Dave Simonett of Trampled by Turtles Showcases Songwriting Gems on Solo Debut- ‘Red Tail’ (ALBUM REVIEW)

Dave Simonett fronts the popular acoustic roots band Trampled by Turtles and another side project Dead Man Winter. He’s a songwriter with one of those special crooning voices. Its beauty lies more in subtlety than power, a smooth vehicle to drive his melodic songs. This collection of eight songs qualifies more as a mini-album, but Simonett felt he had a window to get these songs out when he wasn’t recording with one of his bands. Not knowing whether these would be demos or a full album, it just so happened they fell out rather naturally as a solo effort.

Simonett recorded half of the tracks at his own studio in Minneapolis and the other half with friends at Pachyderm Studios hidden in the woods of Cannon Falls, MN. “We did everything live. None of the guys knew any of the songs,” Simonett says. “It was just real casual, and I won’t say easy, but as close to easy as it can be.
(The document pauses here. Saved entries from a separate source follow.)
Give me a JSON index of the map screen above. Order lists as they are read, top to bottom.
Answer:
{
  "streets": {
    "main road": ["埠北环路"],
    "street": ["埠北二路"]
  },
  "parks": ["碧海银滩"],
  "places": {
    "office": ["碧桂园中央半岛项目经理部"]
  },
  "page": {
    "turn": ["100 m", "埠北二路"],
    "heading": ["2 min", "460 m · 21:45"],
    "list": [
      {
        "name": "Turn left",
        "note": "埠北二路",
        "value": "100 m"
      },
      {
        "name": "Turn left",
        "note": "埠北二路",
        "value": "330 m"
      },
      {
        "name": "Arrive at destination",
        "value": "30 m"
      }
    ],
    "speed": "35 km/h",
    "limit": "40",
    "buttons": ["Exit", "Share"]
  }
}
There was just this light attitude throughout the whole process, even when I was working on my own.”  While the songs are grounded in the kind of acoustic rock that’s framed Simonett’s two decades plus career, he brings in sonic textures that seem both lush and sparse – it’s just the right amount of fill. 
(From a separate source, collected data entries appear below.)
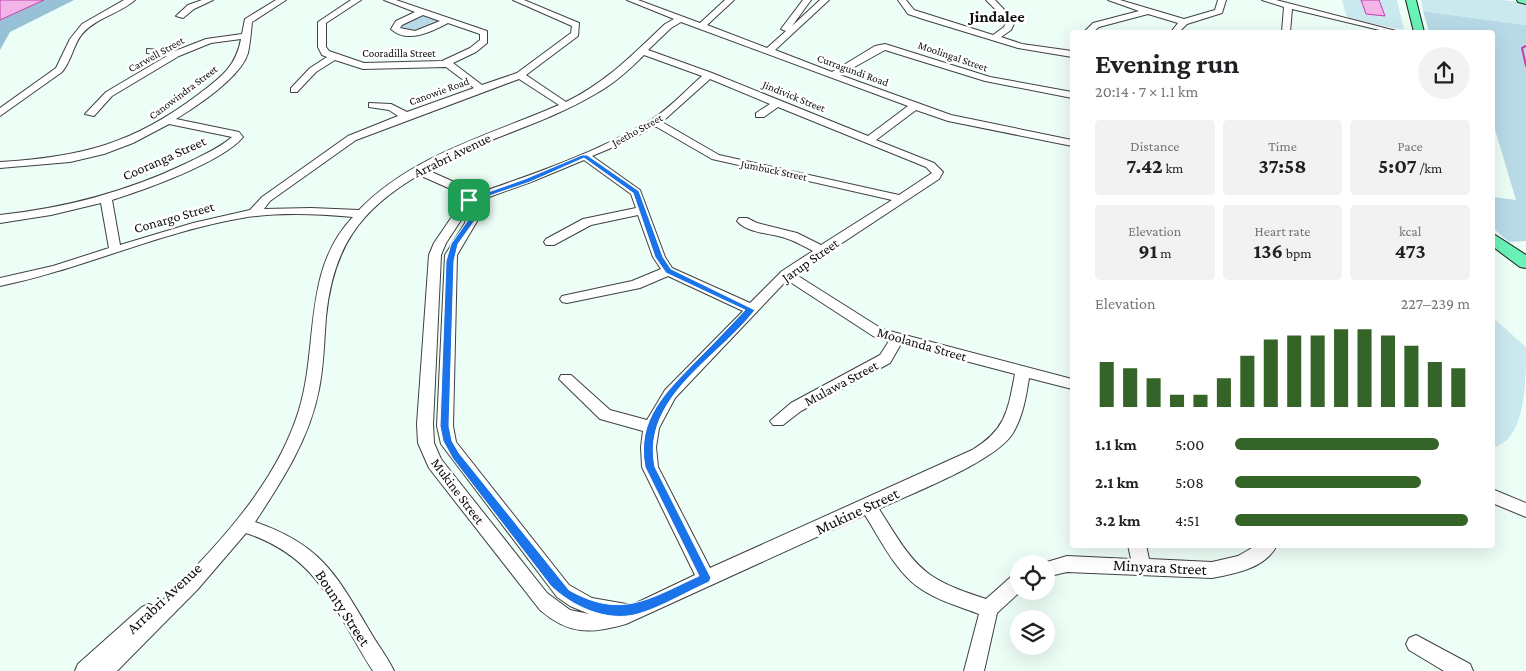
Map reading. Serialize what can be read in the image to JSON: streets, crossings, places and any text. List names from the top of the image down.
{
  "streets": {
    "street": [
      "Cooradilla Street",
      "Carwell Street",
      "Moolingal Street",
      "Curragundi Road",
      "Canowie Road",
      "Canowindra Street",
      "Jindivick Street",
      "Jeetho Street",
      "Arrabri Avenue",
      "Cooranga Street",
      "Jumbuck Street",
      "Conargo Street",
      "Jarup Street",
      "Moolanda Street",
      "Mulawa Street",
      "Mukine Street",
      "Minyara Street",
      "Bounty Street"
    ]
  },
  "crossings": [
    ["Cooradilla Street", "Canowie Road"],
    ["Carwell Street", "Canowindra Street"],
    ["Moolingal Street", "Curragundi Road"],
    ["Curragundi Road", "Arrabri Avenue"],
    ["Canowie Road", "Conargo Street"],
    ["Canowindra Street", "Cooranga Street"],
    ["Jindivick Street", "Jeetho Street"],
    ["Jindivick Street", "Arrabri Avenue"],
    ["Jindivick Street", "Jarup Street"],
    ["Jeetho Street", "Jumbuck Street"],
    ["Jeetho Street", "Mukine Street"],
    ["Arrabri Avenue", "Conargo Street"],
    ["Arrabri Avenue", "Bounty Street"],
    ["Jumbuck Street", "Jarup Street"],
    ["Jarup Street", "Moolanda Street"],
    ["Jarup Street", "Mukine Street"],
    ["Moolanda Street", "Mulawa Street"],
    ["Moolanda Street", "Mukine Street"]
  ],
  "districts": ["Jindalee"],
  "page": {
    "heading": ["Evening run", "20:14 · 7 × 1.1 km"],
    "stats": [
      ["Distance", "7.42 km"],
      ["Time", "37:58"],
      ["Pace", "5:07 /km"],
      ["Elevation", "91 m"],
      ["Heart rate", "136 bpm"],
      ["kcal", "473"]
    ],
    "chart": ["Elevation", "227–239 m"],
    "list": [
      {
        "name": "1.1 km",
        "note": "5:00"
      },
      {
        "name": "2.1 km",
        "note": "5:08"
      },
      {
        "name": "3.2 km",
        "note": "4:51"
      }
    ]
  }
}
It’s like some of the other great albums recorded in Minnesota, reminding this writer of The Pines, David Huckfelt’s solo album, and in a few cases,  though not as dark or bluesy, it has some ambient qualities of the brilliant album from Jeffrey Foucault, Salt As Wolves,  Simonett’s songs are relaxed, poetic, conversational, warm, and genuinely uplifting, reflecting his going in mood.  He was clearly inspired by the spacious outdoors and the stark Northern woods of Minnesota, and, as such, uses light, weather and imagery to songs that become both cinematic and introspective. The prime example is the six-minute piano imbued “In the Western Wind and the Sunrise” where a listener can easily fall into a dreamlike trance-like state.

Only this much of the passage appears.